■ Work instructions ■
With the string "function" as the filter, copy each matching line from the records.

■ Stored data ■
_ _ _ _ _

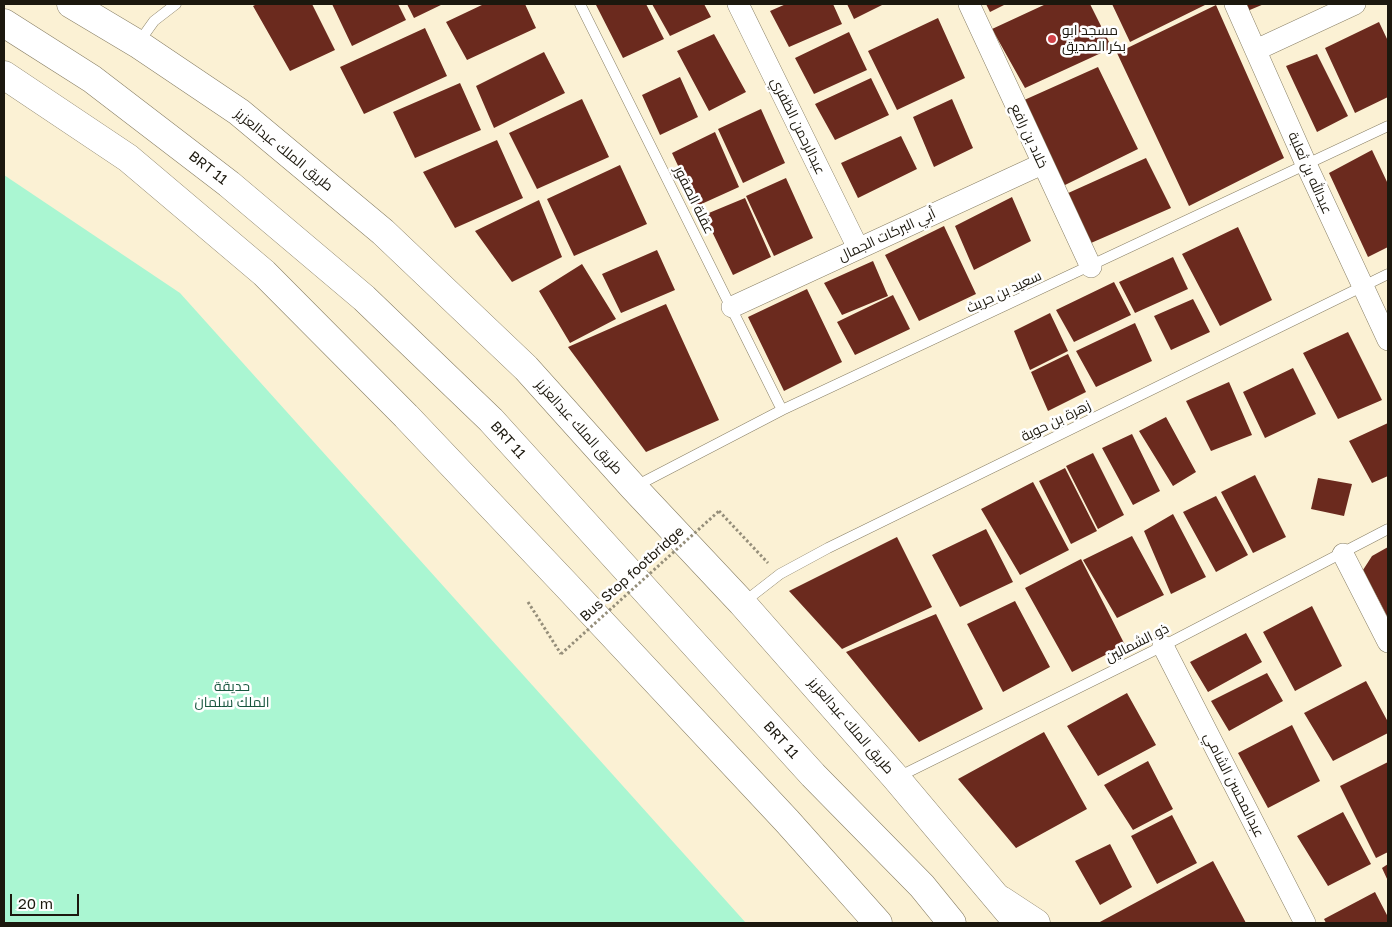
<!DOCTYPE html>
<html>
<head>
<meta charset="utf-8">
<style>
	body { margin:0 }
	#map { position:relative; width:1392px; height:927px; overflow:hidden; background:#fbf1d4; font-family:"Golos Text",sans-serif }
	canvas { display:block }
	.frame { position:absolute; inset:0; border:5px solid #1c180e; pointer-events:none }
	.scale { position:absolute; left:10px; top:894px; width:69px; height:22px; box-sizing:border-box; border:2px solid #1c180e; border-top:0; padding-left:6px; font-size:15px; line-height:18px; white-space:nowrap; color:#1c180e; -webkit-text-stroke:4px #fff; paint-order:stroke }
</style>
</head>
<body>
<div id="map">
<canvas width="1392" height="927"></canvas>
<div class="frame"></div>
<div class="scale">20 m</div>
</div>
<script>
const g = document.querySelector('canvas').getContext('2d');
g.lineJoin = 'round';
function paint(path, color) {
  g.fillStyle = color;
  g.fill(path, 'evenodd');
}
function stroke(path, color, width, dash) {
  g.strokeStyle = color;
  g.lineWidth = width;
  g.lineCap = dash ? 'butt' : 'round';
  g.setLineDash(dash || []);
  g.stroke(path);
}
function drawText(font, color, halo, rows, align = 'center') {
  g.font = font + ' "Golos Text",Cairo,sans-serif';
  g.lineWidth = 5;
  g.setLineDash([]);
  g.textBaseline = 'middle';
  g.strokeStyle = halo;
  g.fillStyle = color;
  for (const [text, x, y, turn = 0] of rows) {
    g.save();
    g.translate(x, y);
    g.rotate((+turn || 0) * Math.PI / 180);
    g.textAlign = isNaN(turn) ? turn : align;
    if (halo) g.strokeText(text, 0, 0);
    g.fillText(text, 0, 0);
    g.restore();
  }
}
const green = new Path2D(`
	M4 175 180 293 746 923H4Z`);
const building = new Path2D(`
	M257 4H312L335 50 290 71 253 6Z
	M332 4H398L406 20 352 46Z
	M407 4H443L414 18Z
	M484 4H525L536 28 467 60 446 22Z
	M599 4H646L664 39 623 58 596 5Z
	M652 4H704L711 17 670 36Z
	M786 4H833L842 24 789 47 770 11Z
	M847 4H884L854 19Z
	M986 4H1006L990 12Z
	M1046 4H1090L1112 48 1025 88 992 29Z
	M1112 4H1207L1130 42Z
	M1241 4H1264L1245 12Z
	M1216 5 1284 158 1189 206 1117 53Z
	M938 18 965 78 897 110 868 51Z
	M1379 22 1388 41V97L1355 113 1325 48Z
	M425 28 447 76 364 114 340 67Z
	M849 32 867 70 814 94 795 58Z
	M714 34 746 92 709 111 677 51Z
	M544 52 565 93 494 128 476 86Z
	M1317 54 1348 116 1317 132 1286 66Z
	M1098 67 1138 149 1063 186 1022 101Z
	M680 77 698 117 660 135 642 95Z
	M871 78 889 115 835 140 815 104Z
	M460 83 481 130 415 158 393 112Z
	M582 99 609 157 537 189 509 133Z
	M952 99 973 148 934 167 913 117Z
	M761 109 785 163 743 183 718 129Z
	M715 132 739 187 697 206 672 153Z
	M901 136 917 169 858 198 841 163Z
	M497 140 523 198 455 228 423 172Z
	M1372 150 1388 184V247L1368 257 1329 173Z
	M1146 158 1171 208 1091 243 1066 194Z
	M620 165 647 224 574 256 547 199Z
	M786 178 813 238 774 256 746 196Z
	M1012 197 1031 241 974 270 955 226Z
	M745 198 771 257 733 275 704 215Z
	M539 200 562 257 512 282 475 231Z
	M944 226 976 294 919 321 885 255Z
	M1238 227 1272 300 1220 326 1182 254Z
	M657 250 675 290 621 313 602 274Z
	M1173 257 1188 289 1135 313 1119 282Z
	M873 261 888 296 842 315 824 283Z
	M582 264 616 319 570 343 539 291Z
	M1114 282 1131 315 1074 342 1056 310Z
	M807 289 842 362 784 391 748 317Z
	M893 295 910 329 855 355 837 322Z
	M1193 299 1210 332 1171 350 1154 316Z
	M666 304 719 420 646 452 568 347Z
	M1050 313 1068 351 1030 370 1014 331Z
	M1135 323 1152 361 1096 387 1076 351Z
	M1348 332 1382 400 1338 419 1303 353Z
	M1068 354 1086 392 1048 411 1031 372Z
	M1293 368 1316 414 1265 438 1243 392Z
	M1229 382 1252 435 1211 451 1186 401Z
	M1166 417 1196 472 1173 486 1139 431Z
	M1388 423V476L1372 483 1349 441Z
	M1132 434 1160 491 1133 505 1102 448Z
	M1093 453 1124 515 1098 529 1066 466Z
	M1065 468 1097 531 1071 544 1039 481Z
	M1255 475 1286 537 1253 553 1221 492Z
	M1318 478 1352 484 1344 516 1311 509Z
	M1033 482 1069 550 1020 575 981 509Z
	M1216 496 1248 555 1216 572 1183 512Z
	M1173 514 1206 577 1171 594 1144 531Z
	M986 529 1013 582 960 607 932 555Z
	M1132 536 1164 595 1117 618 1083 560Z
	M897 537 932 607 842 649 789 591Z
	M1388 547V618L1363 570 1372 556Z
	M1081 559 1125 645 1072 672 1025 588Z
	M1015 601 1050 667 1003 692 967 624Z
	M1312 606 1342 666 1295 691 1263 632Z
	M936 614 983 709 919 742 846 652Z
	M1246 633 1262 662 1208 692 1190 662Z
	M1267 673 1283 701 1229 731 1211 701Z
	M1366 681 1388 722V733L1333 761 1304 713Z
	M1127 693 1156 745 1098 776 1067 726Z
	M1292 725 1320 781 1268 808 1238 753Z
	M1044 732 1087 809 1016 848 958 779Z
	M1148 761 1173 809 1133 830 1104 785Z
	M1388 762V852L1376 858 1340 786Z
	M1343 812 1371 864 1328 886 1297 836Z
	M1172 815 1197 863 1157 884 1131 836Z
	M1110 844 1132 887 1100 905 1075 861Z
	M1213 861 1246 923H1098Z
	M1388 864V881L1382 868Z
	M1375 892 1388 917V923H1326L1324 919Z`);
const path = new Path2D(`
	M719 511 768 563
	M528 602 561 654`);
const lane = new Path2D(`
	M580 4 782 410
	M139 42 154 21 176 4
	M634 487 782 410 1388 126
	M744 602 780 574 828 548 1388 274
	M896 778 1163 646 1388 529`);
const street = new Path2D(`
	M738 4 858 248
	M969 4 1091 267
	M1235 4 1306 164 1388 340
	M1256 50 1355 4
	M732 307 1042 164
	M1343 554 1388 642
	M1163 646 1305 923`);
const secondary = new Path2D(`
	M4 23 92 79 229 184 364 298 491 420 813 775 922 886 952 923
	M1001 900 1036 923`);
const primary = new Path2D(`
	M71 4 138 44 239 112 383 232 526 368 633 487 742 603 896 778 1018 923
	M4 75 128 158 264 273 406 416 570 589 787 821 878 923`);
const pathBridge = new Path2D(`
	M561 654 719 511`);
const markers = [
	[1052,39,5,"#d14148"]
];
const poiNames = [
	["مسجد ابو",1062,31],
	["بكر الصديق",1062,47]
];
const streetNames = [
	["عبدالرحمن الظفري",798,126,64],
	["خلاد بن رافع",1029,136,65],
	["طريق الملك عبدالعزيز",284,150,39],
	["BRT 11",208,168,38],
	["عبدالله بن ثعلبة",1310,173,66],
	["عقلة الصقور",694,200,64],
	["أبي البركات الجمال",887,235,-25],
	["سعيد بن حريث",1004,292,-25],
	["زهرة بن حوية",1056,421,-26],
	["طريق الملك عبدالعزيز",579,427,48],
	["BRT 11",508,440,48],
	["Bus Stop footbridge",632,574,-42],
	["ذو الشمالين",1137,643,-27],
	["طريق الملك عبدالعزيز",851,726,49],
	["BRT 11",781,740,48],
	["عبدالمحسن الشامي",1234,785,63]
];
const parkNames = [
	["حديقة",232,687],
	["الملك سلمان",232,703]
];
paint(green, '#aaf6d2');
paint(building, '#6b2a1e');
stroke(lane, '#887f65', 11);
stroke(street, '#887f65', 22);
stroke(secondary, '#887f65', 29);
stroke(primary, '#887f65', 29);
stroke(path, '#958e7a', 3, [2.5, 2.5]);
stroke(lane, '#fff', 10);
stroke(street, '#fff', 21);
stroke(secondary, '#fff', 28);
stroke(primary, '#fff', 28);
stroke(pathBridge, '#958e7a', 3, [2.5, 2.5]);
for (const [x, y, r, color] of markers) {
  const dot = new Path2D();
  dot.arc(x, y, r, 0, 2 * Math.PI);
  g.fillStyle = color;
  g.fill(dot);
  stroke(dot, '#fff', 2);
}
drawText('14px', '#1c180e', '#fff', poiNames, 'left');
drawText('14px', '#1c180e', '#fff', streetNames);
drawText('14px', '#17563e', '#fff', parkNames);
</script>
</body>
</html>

_ _ _ _ _

■ Exercise response ■
function paint(path, color) {
function stroke(path, color, width, dash) {
function drawText(font, color, halo, rows, align = 'center') {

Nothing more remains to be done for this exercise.